Bonus Token Placement
Here’s where batching gets tricky. Different sequences accept different amounts:
batch_pos_shift = accepted_draft_length.max().item()
input_ids[active_indices, batch_position + batch_pos_shift] = extra_tokens
attn_mask[active_indices, batch_position + batch_pos_shift] = 1
batch_position += batch_pos_shift + 1
All sequences place their bonus token at the maximum accepted position. Sequences that accepted fewer tokens have gaps between their last accepted token and the bonus. These gaps are masked out, so attention skips them.
Why place at max position?
If we placed bonus tokens at each sequence’s individual position, the next iteration’s input would be at different tensor indices per sequence, breaking batched processing. By aligning to max position, batch_position remains synchronized.
HuggingFace Cache Challenges
StaticCache vs DynamicCache
HuggingFace Transformers offers two KV-cache implementations:
DynamicCache
- Grows dynamically as tokens are generated
- Supports
crop(max_length)to truncate - No
cache_positionparameter needed—just appends - Memory reallocations can cause fragmentation
StaticCache
- Pre-allocated to maximum length
- Requires explicit
cache_positionto specify write locations - More memory efficient for known max lengths
- Can “overwrite” positions (useful for our gap scenario)
The Cache Gap Problem
With synchronized batch_position, a subtle bug emerges:
- Draft loop processes positions
[batch_position-1, batch_position+draft_steps-2] - Target verification processes positions
[batch_position-1, batch_position+draft_steps-1]
The target processes one more position than the draft loop. After the iteration:
- Target cache has KVs for positions 0 to
batch_position + draft_steps - 1 - Draft cache has KVs for positions 0 to
batch_position + draft_steps - 2
Gap: one position missing in draft cache.
In the next iteration, when batch_position advances, the draft model tries to attend to a position that was never computed—containing garbage values.
Why v1 Doesn’t Have This Problem
v1 uses per-sequence tracking and processes token ranges:
draft_output = draft_model(
input_ids=input_ids[active_indices, min_seq_len+k:max_length+k],
...
)
When sequences have different lengths, max_length - min_seq_len can be > 1, processing multiple tokens per step. The cache naturally “catches up” because sequences behind process more tokens.
Solutions for v2
Option 1: Extra Forward Pass
After the draft loop, run one more draft forward to fill the gap:
draft_model(input_ids[:, batch_position + draft_steps - 1], ...)
Simple but adds latency.
Option 2: Process 2 Tokens on First Step
On k=0 of the next iteration, process 2 tokens instead of 1 to fill the gap:
if k == 0 and draft_cache_len < batch_position - 1:
draft_model(input_ids[:, draft_cache_len:batch_position], ...)

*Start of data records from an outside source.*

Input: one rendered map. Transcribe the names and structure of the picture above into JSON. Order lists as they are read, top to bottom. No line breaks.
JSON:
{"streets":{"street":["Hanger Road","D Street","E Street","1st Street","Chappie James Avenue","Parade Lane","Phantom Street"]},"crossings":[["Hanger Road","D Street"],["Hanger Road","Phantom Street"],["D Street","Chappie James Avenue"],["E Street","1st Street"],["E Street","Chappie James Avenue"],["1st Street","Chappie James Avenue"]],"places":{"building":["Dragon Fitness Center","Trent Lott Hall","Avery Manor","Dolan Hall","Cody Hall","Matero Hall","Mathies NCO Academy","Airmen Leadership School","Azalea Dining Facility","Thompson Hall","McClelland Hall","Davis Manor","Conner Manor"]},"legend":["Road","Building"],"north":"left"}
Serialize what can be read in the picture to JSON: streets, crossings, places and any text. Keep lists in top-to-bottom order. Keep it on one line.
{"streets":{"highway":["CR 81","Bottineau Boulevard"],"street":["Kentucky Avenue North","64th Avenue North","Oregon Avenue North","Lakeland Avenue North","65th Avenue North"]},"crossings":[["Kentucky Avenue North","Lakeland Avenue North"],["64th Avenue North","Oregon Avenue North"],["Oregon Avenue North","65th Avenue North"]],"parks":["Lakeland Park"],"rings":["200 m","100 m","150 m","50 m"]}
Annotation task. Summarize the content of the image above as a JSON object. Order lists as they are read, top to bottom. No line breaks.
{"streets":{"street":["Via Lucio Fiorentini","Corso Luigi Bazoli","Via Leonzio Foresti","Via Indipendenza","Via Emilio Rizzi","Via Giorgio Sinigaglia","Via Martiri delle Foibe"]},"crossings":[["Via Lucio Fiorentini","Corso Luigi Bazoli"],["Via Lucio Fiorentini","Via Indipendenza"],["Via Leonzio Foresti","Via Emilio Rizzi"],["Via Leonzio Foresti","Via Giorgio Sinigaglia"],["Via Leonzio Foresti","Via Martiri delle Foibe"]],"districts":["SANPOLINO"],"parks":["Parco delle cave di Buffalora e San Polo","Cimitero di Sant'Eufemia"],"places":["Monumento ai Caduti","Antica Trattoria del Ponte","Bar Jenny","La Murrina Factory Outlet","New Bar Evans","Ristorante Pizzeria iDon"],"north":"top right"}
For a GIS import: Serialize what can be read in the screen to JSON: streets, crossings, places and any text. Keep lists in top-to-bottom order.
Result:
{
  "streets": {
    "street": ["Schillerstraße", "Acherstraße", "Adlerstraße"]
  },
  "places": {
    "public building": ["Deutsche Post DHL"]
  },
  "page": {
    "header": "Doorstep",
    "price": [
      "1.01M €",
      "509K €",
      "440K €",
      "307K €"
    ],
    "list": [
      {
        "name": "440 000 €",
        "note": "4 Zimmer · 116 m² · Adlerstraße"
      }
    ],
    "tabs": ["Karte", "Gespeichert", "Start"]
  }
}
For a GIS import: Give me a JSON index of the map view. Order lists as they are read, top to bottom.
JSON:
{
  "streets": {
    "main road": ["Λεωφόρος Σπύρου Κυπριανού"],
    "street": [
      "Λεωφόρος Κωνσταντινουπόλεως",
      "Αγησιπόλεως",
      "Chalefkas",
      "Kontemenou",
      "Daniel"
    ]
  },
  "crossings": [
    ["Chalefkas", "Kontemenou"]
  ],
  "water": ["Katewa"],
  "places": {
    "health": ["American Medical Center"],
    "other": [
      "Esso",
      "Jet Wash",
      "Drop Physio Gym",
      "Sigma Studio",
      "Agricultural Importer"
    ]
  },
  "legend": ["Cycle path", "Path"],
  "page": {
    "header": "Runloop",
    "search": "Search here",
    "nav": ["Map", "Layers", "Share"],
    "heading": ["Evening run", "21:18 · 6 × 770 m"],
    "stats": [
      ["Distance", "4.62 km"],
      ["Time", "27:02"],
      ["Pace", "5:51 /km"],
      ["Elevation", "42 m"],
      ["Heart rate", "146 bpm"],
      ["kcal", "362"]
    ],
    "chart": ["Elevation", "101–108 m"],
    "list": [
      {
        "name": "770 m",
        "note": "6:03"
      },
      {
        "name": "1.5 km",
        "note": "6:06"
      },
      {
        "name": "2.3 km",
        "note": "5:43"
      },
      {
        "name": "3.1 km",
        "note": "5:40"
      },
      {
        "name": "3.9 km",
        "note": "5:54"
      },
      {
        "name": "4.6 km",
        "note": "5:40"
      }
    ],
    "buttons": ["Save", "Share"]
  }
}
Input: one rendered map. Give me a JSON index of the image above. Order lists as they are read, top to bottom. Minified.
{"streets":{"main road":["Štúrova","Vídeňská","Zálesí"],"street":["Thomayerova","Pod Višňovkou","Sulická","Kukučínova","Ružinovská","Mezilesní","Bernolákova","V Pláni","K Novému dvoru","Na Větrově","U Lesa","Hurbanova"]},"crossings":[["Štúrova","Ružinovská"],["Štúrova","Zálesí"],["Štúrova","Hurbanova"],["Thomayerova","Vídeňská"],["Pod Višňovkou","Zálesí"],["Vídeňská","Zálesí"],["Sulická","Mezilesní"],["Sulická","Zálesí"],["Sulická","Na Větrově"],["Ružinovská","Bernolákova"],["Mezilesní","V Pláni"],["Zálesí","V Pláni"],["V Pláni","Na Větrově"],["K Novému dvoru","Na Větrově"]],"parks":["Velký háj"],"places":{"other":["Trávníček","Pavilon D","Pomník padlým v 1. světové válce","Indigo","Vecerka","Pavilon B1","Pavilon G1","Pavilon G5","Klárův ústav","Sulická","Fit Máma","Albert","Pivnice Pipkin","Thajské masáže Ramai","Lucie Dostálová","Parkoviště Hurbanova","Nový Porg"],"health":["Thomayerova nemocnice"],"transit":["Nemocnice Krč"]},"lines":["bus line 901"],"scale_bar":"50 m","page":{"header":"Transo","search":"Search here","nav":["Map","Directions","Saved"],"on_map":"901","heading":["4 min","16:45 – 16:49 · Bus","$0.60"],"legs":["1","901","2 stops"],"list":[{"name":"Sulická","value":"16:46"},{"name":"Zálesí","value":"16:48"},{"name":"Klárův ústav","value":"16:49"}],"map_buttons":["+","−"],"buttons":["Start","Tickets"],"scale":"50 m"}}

Same total compute, just redistributed.
Option 3: Use DynamicCache with Cropping
Crop both caches to batch_position - 1 at iteration start, then process normally. The cache regrows each iteration.
Position ID Alignment
With StaticCache, cache_position determines where KVs are stored, while position_ids determines RoPE embeddings. These can differ!
For sequences with gaps:
- Cache position might be 15 (tensor index)
- Position ID might be 13 (actual content position after gaps)
The KV is stored at index 15, but RoPE is computed for position 13. When later attending, the query’s RoPE (based on its position ID) correctly matches the key’s embedded RoPE.
This works because RoPE is “baked into” K at storage time. The cache index is just for storage/retrieval—the positional information is in the embeddings.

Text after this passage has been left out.